Case ID: so3d_260/html/0549-01.html
Source: Caselaw Access Project
Author: {"author": "PER CURIAM.", "license": "Public Domain", "url": "https://static.case.law/"}
Date Created: 2024-08-24T03:29:51.129683

J.J., a Juvenile, Appellant, v. The STATE of Florida, Appellee.
    No. 3D17-2492
    District Court of Appeal of Florida, Third District.
    Opinion filed December 19, 2018.
    Carlos J. Martinez, Public Defender, and Jeffrey Paul DeSousa, Assistant Public Defender, for appellant.
    Pamela Jo Bondi, Attorney General, and Natalia Costea, Assistant Attorney General, for appellee.

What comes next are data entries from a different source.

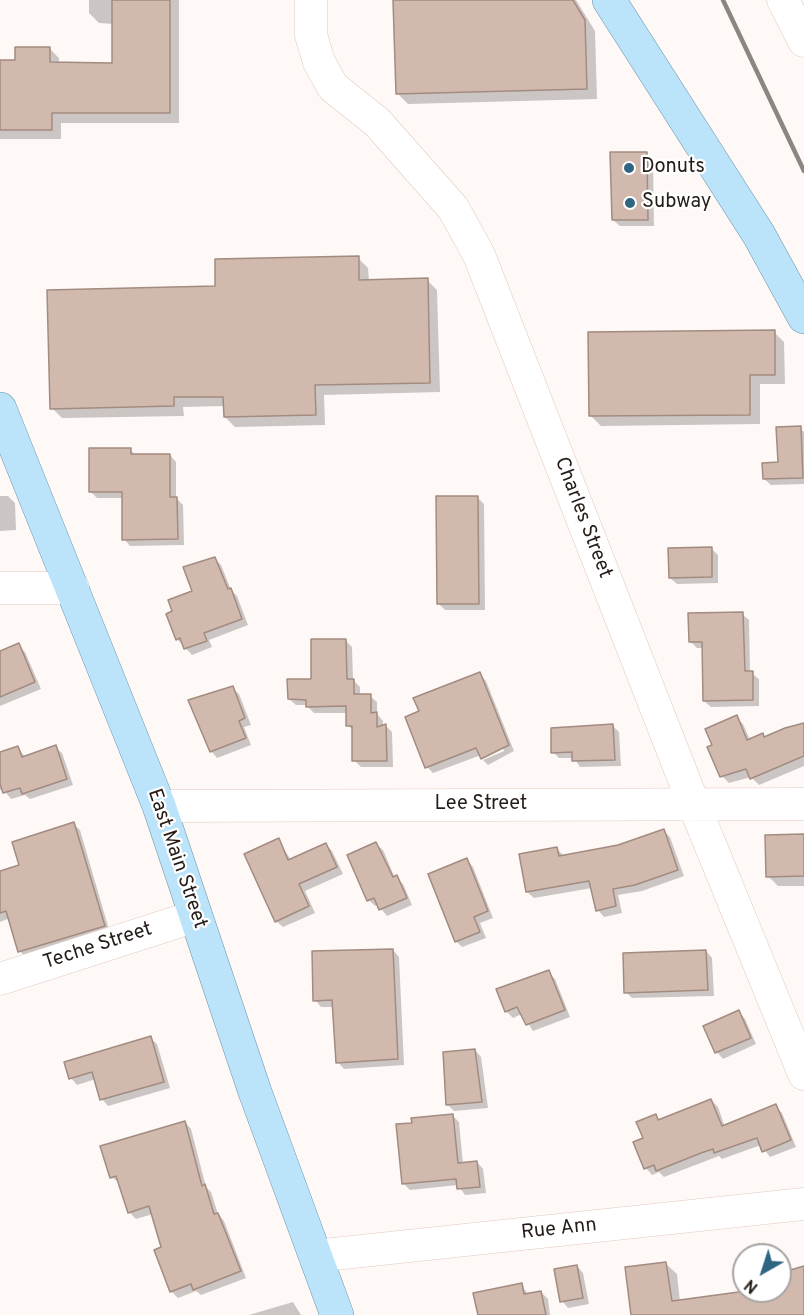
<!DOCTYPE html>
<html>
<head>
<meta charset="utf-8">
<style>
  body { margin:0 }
  #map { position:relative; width:804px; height:1315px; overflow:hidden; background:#fef8f6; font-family:Overpass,sans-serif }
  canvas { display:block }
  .north { position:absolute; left:732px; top:1243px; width:60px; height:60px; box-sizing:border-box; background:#fff; border:2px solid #a8a4a3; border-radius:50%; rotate:219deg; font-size:16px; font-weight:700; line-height:24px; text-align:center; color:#251c18 }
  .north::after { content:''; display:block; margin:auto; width:21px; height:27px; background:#306581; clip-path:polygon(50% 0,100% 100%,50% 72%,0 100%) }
</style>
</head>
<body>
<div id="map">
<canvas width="804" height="1315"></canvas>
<div class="north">N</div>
</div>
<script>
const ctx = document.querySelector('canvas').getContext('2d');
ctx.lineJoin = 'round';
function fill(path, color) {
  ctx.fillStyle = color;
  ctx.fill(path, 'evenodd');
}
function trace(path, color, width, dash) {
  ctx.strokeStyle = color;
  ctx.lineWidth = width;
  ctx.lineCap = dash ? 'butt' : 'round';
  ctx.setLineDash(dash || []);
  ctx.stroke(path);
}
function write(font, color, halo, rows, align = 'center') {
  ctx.font = font + ' Overpass,sans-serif';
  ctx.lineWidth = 4.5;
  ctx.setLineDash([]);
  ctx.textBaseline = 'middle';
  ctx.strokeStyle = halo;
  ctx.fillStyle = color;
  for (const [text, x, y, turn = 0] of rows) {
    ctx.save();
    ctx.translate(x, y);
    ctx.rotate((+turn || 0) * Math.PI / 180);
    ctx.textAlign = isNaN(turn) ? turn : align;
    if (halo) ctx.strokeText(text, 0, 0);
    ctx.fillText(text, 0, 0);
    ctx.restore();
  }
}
const shadow = new Path2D(`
  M89 0H179V123H61V139H0V62H17L49 48 59 58V64H114V24L99 23 89 13Z
  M395 0H576L595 31 597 99 408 104 398 94Z
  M646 153 653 160 654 226H620L613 220Z
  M358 258 368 268 369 281 427 280 437 290 440 392 324 395 325 425 235 427 225 417V406L183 407 184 416 62 418 52 408 217 288Z
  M774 332 784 342 785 384H760V424L601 426 591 416Z
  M800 428 804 432V484L771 485 764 479 779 464Z
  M130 450 136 455H170L176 462V498L183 505 184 545 130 546 124 539 123 498H97L91 492Z
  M0 496H8L15 503 16 530 0 531Z
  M477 497 484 504 485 610H445L438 603Z
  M711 548 718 555V583L677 584 670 578Z
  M215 559 221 565 231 590 237 596 248 625 209 640 212 647 192 655 177 639 194 592Z
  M742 614 749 620 750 672 759 679V706L711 707 704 701 703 648H697L690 641Z
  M346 641 352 647 353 680 360 687V696H370L377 702V714L383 721V727L386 726 392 732 393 767H361L354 760V732L348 725V713H314L306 705H296L289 699 312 681Z
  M18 645 25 652 41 689 0 706V653Z
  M480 674 486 681 514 751 488 765 483 760 504 751 503 748 483 756V759L481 755 433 773 427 767 421 712Z
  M232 688 239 694 251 725 244 727 251 745 217 758 211 751Z
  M736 717 743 724 750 740 762 735 766 739 804 725V766L759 785 751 777 729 783 722 776 714 746Z
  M613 726 619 732 621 766 580 767 574 758H559L553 752Z
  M18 747 25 757 55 747 62 753 73 785 30 799 25 795 11 799 3 789 0 790V753Z
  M73 824 80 830 110 933 26 958 20 951 10 918 0 922V873L21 866Z
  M663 830 670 837 684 876 642 891 618 895 622 913 604 917 598 910 592 888 534 898 527 892 557 849 563 855 618 847Z
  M804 835V886H778L768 876Z
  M278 840 291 860 326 845 332 851 343 874 305 891 315 913 283 927 276 921Z
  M376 844 383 850 395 878 403 884 412 905 387 916 378 905 375 906 369 900Z
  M467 860 473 867 493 918 480 923 486 938 462 947 456 941Z
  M393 950 399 957 404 1065 344 1069 338 1062 334 1007H321L315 1000Z
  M706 951 712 958 714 996 632 998 626 992Z
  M548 972 555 979 570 1017 533 1031 522 1014 513 1018 506 1011Z
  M739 1012 745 1019 756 1044 723 1059 717 1052Z
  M150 1038 157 1044 170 1088 108 1106 102 1099 96 1079 77 1085 71 1078Z
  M475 1050 481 1057 488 1108 454 1111 448 1105Z
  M711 1100 718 1107 725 1127 775 1106 782 1113 796 1147 770 1157 761 1145 722 1159 719 1156 664 1177 659 1172 652 1175 646 1168 645 1138 656 1116 660 1120Z
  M452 1115 459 1122 463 1164 477 1162 483 1169 486 1193 465 1195 458 1185 410 1190 403 1183Z
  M185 1122 191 1129 206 1187 211 1192 218 1214 224 1221 246 1278 201 1295 196 1291 178 1298 171 1291 163 1248 153 1214 136 1219 129 1212 120 1183 111 1177Z
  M666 1264 677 1274 680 1302 757 1291H780V1274L804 1270V1315H633Z
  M577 1266 583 1273 589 1304 568 1308 562 1301Z
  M521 1285 529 1295 541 1292 548 1299 550 1315H479Z
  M293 1302 301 1315H249Z`);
const building = new Path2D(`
  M112 0H170V113H52V130H0V60H15V47H50V62L112 63Z
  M393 0H573L585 20 587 89 396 94Z
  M610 152H647L648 220H612Z
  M359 256V280L428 278 430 383 315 385 316 415 224 417 223 397H174V406L50 409 47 290 215 286V259Z
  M775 330V375H750V415L589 416 588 332Z
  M801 426 803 478 763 479 762 463 778 462 776 427Z
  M89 448H131V454H170V497H177L178 539 122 540V492H89Z
  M436 496H478L479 604H437Z
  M712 547V577L669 578 668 548Z
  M215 557 228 589 231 588 242 619 204 633 207 641 184 649 180 638 176 640 166 614 172 611 168 600 192 591 183 567Z
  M743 612 745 671H753V700L703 701 702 642H689L688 613Z
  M311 639H346L347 679H354V694H371V713L377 712V727L386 724 387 761H352V726H346V706L306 707V700L288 699 287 679H311Z
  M19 643 35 682 0 697V651Z
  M480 672 509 745 481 759 476 748 425 768 405 717 419 711 413 698Z
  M233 686 245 718 239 721 246 738 210 752 188 700Z
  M737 715 747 740 763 733 764 737 785 728 804 723V756L750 779 746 769 720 777 707 747 712 745 705 729Z
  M613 724 615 760 572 761V752L551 753V728Z
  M56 745 67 779 22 794 20 788 3 793 0 784V752L18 746 22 757Z
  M74 822 105 926 18 952 6 911 0 913V871L19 865 12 842Z
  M664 829 678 870 635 885 613 889 616 906 596 911 589 881 526 892 519 854 557 847 559 856 618 845Z
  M804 834V876L766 877 765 835Z
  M279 838 288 860 326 843 337 867 299 884 309 906 275 922 244 854Z
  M376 842 393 877 397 875 407 898 379 910 374 898 367 901 347 855Z
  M467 858 488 911 474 917 480 932 455 942 428 874Z
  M393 949 398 1059 336 1063 332 1000 313 1001 312 951Z
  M706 950 708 990 624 993 623 953Z
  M549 970 565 1010 526 1025 517 1007 505 1012 496 989Z
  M739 1010 751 1038 715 1053 703 1026Z
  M151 1036 164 1082 100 1100 92 1072 69 1079 64 1062Z
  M475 1049 482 1102 446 1105 443 1052Z
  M711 1099 722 1126 776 1104 791 1140 762 1152 757 1138 714 1153 713 1149 701 1153 656 1171 654 1165 644 1169 633 1142 643 1138 636 1122 656 1114 658 1120Z
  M453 1114 458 1163 477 1161 480 1187 457 1189 456 1179 402 1184 396 1124 412 1123 411 1118Z
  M185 1121 202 1186 205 1184 214 1214 218 1213 241 1271 193 1290 191 1284 170 1292 154 1250 161 1247 149 1206 128 1213 116 1176 110 1178 100 1146Z
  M666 1262 672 1301 746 1291H780V1273L804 1266V1315H631L625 1267Z
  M577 1265 583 1298 560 1302 554 1269Z
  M522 1283 524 1294 541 1291 546 1315H478L473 1293Z`);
const minor = new Path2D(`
  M311 0V35L319 62 333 87 377 122 453 208 479 255 694 805 804 1074
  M783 0 804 41
  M0 588H73
  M159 806 804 804
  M0 979 196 916
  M315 1256 804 1204`);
const major = new Path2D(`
  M609 0 759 235 804 317
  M0 409 159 806 255 1092 337 1315`);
const rail = new Path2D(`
  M723 0 804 171`);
const markers = [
  [629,168,6,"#306581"],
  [630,203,6,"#306581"]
];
const poiNames = [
  ["Donuts",641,168],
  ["Subway",642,203]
];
const streetNames = [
  ["Charles Street",582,518,69],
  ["Lee Street",481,805],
  ["East Main Street",176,859,71],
  ["Teche Street",98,947,-18],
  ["Rue Ann",559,1230,-6]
];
fill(shadow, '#0003');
fill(building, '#d2b9ae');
trace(building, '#a28b80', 1.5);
trace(minor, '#e2c9be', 33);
trace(major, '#6992a9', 34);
trace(minor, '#fff', 32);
trace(major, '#bbe3fa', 33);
trace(rail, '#8c8582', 4.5);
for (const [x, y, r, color] of markers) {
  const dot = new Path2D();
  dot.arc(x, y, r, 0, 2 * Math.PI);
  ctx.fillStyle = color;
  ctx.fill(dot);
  trace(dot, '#fff', 2);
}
write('20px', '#251c18', '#fff', poiNames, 'left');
write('20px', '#251c18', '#fff', streetNames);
</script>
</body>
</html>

    Before EMAS, FERNANDEZ, and LOGUE, JJ.
   PER CURIAM.

Affirmed. See Williams v. State, 689 So.2d 393, 396 (Fla. 3d DCA 1997) ("A defendant's confession or statement may be considered in connection with the other evidence, but the corpus delicti cannot rest upon the confession or admission alone. Therefore, the state must introduce substantial independent evidence of corpus delicti that tends to show that the charged crimes were committed.") (citations and quotations omitted); Burks v. State, 613 So.2d 441, 443 (Fla. 1993) ("[T]he state has the burden of proving by substantial evidence that a crime was committed, and ... such proof may be in the form of circumstantial evidence.") (quoting State v. Allen, 335 So.2d 823, 824 (Fla. 1976) ); Thomas v. State, 531 So.2d 708, 711 (Fla. 1988) ("Corpus delicti need not be proven beyond a reasonable doubt, but merely by evidence tending to show a crime has been committed.").